EXERCISE MATERIAL Start Marker

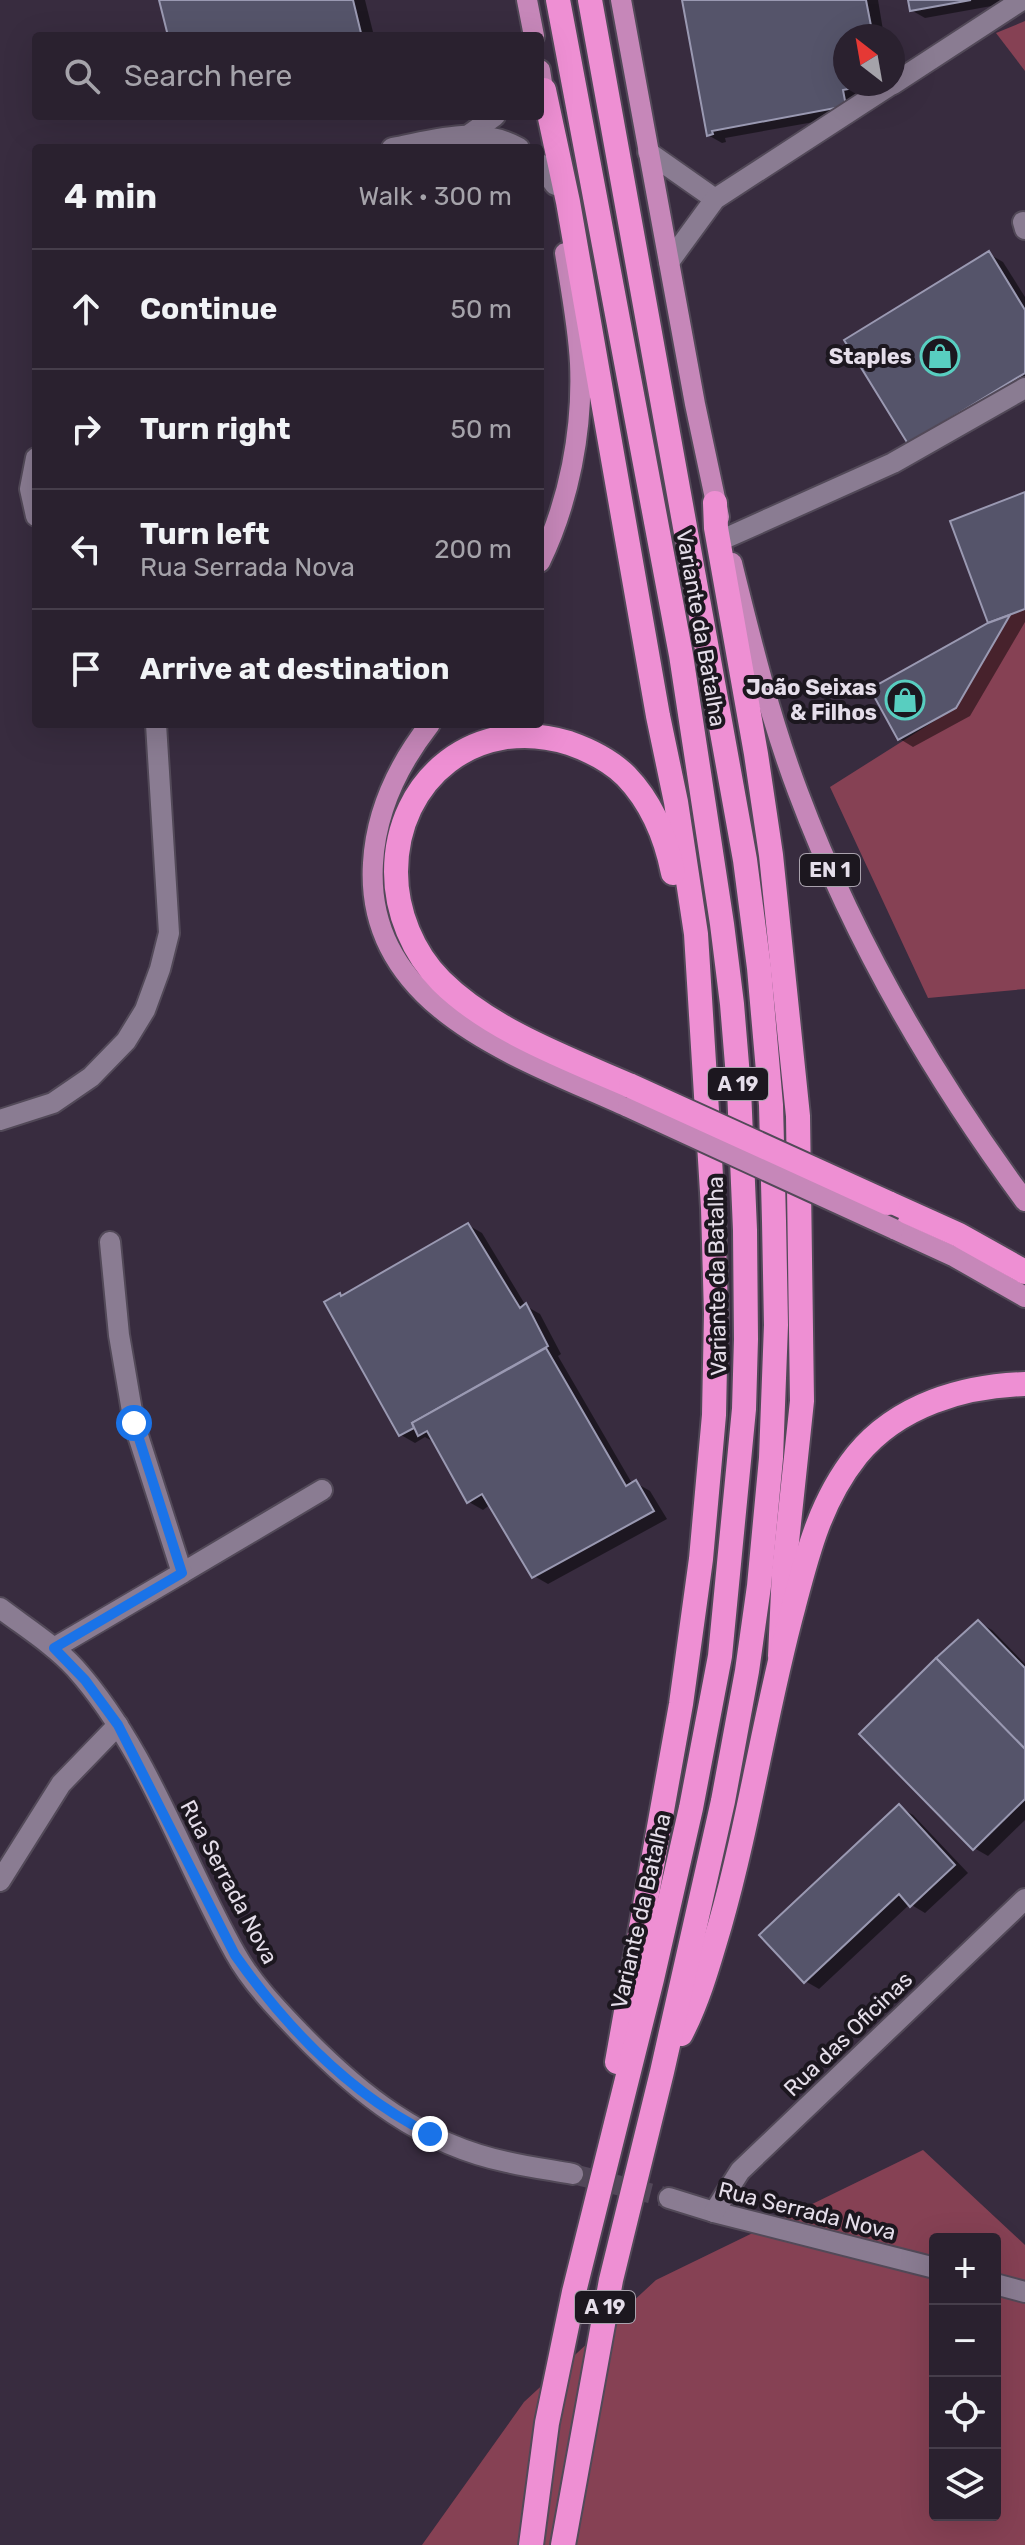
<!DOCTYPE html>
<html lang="en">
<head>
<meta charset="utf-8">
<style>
  :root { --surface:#2a212f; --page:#362e3b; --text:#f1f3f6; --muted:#a5a3aa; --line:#463e4b }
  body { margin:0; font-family:Rubik,sans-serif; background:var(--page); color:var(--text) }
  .controls { position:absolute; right:24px; bottom:24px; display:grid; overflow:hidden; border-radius:8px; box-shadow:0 8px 32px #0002 }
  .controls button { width:72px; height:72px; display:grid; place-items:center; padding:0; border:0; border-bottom:2px solid var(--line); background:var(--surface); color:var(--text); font:40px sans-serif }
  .compass { position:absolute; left:833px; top:24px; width:72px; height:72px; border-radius:50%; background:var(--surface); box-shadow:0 8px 32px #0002; rotate:329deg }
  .stop { position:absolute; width:24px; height:24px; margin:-18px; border:6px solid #1a73e8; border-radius:50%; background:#fff }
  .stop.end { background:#1a73e8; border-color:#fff; box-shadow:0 2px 8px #0008 }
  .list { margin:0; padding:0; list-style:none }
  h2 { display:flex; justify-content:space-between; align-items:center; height:104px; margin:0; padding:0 32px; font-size:34px }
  h2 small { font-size:26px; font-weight:400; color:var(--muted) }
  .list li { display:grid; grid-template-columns:52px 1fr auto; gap:24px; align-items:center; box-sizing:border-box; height:120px; padding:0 32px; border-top:2px solid var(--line) }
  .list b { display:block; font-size:30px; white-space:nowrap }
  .list p { margin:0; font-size:26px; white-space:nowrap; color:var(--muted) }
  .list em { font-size:26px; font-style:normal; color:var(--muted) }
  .icon { flex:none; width:44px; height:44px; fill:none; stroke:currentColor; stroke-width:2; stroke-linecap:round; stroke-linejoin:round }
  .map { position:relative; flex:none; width:1025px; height:2545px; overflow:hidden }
  .search { position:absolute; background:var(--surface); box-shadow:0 8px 32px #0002; left:32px; top:32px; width:512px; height:88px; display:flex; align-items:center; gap:20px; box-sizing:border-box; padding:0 28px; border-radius:8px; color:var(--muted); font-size:30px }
  .panel { position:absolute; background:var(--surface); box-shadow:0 8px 32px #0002; left:32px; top:144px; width:512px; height:584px; border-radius:8px }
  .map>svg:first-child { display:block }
</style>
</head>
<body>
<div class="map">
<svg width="1025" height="2545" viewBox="0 0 1025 2545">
  <rect width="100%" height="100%" fill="#382c3f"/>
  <!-- green -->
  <g fill="#864154" fill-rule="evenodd">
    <path d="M1025 21V71L996 33Z"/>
    <path d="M1025 609V989L928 998 830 787 955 708 1010 615Z"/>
    <path d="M923 2150 1025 2245V2545H422L524 2402 656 2280ZM935 2239H995V2515H935Z"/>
  </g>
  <!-- shadow -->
  <g fill="#0007">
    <path d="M161 0H365L374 36H170Z"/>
    <path d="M684 0H878L884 36H845V84H893L859 114 725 138 726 142 722 143 708 135Z"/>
    <path d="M910 0H1020V1L925 18 911 10Z"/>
    <path d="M989 254 1003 262 1025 297V389L924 451Z"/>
    <path d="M1025 494V622L970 716 913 747 900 739 991 624 952 522Z"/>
    <path d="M468 1225 482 1233 526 1306 540 1314 561 1354 558 1356 633 1485 636 1483 650 1491 667 1519 548 1584 534 1576 491 1504 483 1510 469 1502 434 1442 425 1437 415 1443 401 1435 340 1295 343 1297Z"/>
    <path d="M978 1622 992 1630 1025 1664V1820L988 1856 974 1848Z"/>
    <path d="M899 1807 913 1815 968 1873 925 1913 910 1904 819 1989 805 1981Z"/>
  </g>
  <!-- building -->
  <g fill="#55546a" stroke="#9a99b2" stroke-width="2">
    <path d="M159 0H353L361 33 348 36H168Z"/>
    <path d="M682 0H866L873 36H845V84H874L843 90 846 106 712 131 713 134 707 136Z"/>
    <path d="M908 0H971L910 11Z"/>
    <path d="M989 251 1025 310V373L908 444 844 340Z"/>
    <path d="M1025 492V609L988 623 950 521Z"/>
    <path d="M1010 615 956 708 898 740 870 689 988 623Z"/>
    <path d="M468 1223 520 1308 526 1303 548 1346 412 1423 414 1428 399 1436 324 1302 340 1293 341 1296Z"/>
    <path d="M546 1348 626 1486 636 1480 654 1511 532 1578 482 1494 467 1503 427 1431 418 1436 412 1423Z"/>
    <path d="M978 1620 1025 1668V1749L936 1658Z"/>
    <path d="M936 1658 1025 1749V1799L973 1850 859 1734Z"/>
    <path d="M899 1804 955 1865 910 1907 899 1894 804 1983 759 1935Z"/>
  </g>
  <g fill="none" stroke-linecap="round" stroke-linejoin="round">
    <!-- minor-tunnel -->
    <path stroke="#524759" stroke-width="20" stroke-dasharray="20 10" stroke-linecap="butt" d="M573 2174 669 2198"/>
    <!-- minor casing -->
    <g stroke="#524958" stroke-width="24">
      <g id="minor">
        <path d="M893 84 1022 0"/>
        <path d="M470 134 495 116"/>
        <path d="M392 148C435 140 479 125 519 148"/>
        <path d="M648 152 715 199"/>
        <path d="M540 164 555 185"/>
        <path d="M1023 222 1025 229"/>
        <path d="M669 262 715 199 892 84"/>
        <path d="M36 458 30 489 36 516"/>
        <path d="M726 538 893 463 1025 388"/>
        <path d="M0 1120 53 1103 91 1077 126 1041 145 1010 160 969 169 933 156 724"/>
        <path d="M182 1573 322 1490"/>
        <path d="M0 1608C25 1627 54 1645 75 1668 148 1750 182 1859 235 1953 251 1982 277 2009 300 2033 359 2094 421 2144 507 2162 529 2167 551 2170 573 2174"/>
        <path d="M54 1648 182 1573 134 1423 119 1335 110 1242"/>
        <path d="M0 1881 61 1784 118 1725"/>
        <path d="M669 2198 714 2212 935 2268"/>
        <path d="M714 2212 740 2171 1025 1899"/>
        <path d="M995 2284 1025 2292"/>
      </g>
    </g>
    <!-- major casing -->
    <g stroke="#524958" stroke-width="24">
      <g id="major">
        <path d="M527 0 534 36"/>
        <path d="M621 0 695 404 719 517"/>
        <path d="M540 70 545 102"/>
        <path d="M540 562C569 502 583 430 580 363 578 326 571 290 565 253"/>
        <path d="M732 563C751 640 770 718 798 792 853 939 932 1075 1025 1201"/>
        <path d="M430 724C398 765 376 811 373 863 364 1009 521 1058 628 1107"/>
        <path d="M894 1229 955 1257 1025 1297"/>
      </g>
    </g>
    <!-- highway casing -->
    <g stroke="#524958" stroke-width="28">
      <g id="highway">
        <path d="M544 90 568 202 658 716 676 802 696 934 713 1208 716 1314 714 1415 701 1559 681 1704 617 2062"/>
        <path d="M715 503 716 528 756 754 771 855 798 1116 802 1401 784 1570 780 1656"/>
        <path d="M631 1086C569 1059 490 1030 441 981 413 953 396 912 396 872 396 778 477 714 569 743 589 750 610 760 626 776 651 802 666 838 673 873"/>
        <path d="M888 1203 959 1235 1025 1272"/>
        <path d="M681 2034C699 1999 709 1962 720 1925 750 1820 765 1711 794 1605 808 1551 821 1500 857 1455 898 1405 963 1386 1025 1384"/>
        <path d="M531 2545 547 2423 574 2292 652 1979 691 1808 720 1656 744 1409 746 1339 745 1230 739 1089 732 1004 722 924 681 655 558 0"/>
        <path d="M563 2545 611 2280 662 2072 723 1801 747 1671 759 1586 771 1458 776 1325 774 1221 771 1105 759 968 745 860 590 0"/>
      </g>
    </g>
    <!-- minor -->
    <use href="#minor" stroke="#8a7c92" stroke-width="20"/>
    <!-- major -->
    <use href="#major" stroke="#c687b9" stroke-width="20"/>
    <!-- highway -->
    <use href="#highway" stroke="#ee8fd3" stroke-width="24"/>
    <!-- major-bridge casing -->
    <g stroke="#524958" stroke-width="24" stroke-linecap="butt">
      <path id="major-bridge" d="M628 1107 894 1229"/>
    </g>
    <!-- highway-bridge casing -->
    <g stroke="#524958" stroke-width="28" stroke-linecap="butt">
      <path id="highway-bridge" d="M631 1086 888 1203"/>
    </g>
    <!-- major-bridge -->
    <use href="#major-bridge" stroke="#c687b9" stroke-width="20"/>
    <!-- highway-bridge -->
    <use href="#highway-bridge" stroke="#ee8fd3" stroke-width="24"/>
  </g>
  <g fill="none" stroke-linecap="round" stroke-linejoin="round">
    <!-- route -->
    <path stroke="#1a73e8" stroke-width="10" d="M134 1423 182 1573 54 1648 85 1680 118 1725 235 1955C286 2027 351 2095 430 2134"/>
  </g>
  <!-- icons -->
  <defs>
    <g id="shop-ring" transform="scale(2)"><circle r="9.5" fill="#1c171f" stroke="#58cec0" stroke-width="1.5"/><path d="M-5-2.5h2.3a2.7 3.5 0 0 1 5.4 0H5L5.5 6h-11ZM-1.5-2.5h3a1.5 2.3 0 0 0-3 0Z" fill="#58cec0"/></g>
  </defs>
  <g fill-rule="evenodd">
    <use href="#shop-ring" x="940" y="356"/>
    <use href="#shop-ring" x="905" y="700"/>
  </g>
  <g text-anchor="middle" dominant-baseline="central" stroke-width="8" stroke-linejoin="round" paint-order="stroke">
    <!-- shield labels -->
    <g fill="#1c171f" stroke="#a9a2ad" stroke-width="2">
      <rect x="800" y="854" width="60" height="32" rx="6"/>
      <rect x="708" y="1068" width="60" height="32" rx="6"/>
      <rect x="575" y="2291" width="60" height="32" rx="6"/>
    </g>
    <g font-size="20" font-weight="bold" fill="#e5deea">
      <text x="830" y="870">EN 1</text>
      <text x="738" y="1084">A 19</text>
      <text x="605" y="2307">A 19</text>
    </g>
    <!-- poi labels -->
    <g font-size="22" font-weight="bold" fill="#e5deea" stroke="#1c171f" text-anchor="end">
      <text x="912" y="356">Staples</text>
      <text x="877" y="687">João Seixas<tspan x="877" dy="25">&amp; Filhos</tspan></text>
    </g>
    <!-- street labels -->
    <g font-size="22" fill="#e5deea" stroke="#1c171f">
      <text transform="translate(701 628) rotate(80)">Variante da Batalha</text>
      <text transform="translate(717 1276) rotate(-91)">Variante da Batalha</text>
      <text transform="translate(229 1882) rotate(62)">Rua Serrada Nova</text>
      <text transform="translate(641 1911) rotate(-77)">Variante da Batalha</text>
      <text transform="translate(848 2034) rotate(-44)">Rua das Oficinas</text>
      <text transform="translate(807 2211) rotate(14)">Rua Serrada Nova</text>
    </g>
  </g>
</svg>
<div class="controls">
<button>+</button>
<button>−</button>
<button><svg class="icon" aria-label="locate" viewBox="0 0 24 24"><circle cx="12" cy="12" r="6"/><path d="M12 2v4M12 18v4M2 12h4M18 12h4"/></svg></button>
<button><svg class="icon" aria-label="layers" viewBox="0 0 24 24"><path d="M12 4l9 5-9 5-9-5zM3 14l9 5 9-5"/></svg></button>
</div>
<svg class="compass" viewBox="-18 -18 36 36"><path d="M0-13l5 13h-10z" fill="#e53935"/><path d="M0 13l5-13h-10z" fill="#a5a3aa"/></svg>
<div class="stop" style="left:134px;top:1423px"></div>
<div class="stop end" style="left:430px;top:2134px"></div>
<div class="search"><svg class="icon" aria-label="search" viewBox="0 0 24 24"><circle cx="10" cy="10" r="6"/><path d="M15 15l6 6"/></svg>Search here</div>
<section class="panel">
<h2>4 min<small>Walk · 300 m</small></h2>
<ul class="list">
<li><svg class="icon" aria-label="ahead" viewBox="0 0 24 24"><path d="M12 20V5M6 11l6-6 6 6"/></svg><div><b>Continue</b></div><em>50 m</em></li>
<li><svg class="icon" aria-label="right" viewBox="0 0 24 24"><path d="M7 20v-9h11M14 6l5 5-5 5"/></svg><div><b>Turn right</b></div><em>50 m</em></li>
<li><svg class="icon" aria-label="left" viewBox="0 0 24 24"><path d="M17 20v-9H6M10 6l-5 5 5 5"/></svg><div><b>Turn left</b><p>Rua Serrada Nova</p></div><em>200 m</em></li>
<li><svg class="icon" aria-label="arrive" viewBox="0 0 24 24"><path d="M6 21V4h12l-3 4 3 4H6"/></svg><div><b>Arrive at destination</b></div></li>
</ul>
</section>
</div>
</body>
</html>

EXERCISE MATERIAL End Marker

What you return must match the lines from the top of the data through the line with "width:72px; height:72px; display:grid;" exactly, with the pictures removed.

■ SOLUTION FOR THIS PROBLEM
<!DOCTYPE html>
<html lang="en">
<head>
<meta charset="utf-8">
<style>
  :root { --surface:#2a212f; --page:#362e3b; --text:#f1f3f6; --muted:#a5a3aa; --line:#463e4b }
  body { margin:0; font-family:Rubik,sans-serif; background:var(--page); color:var(--text) }
  .controls { position:absolute; right:24px; bottom:24px; display:grid; overflow:hidden; border-radius:8px; box-shadow:0 8px 32px #0002 }
  .controls button { width:72px; height:72px; display:grid; place-items:center; padding:0; border:0; border-bottom:2px solid var(--line); background:var(--surface); color:var(--text); font:40px sans-serif }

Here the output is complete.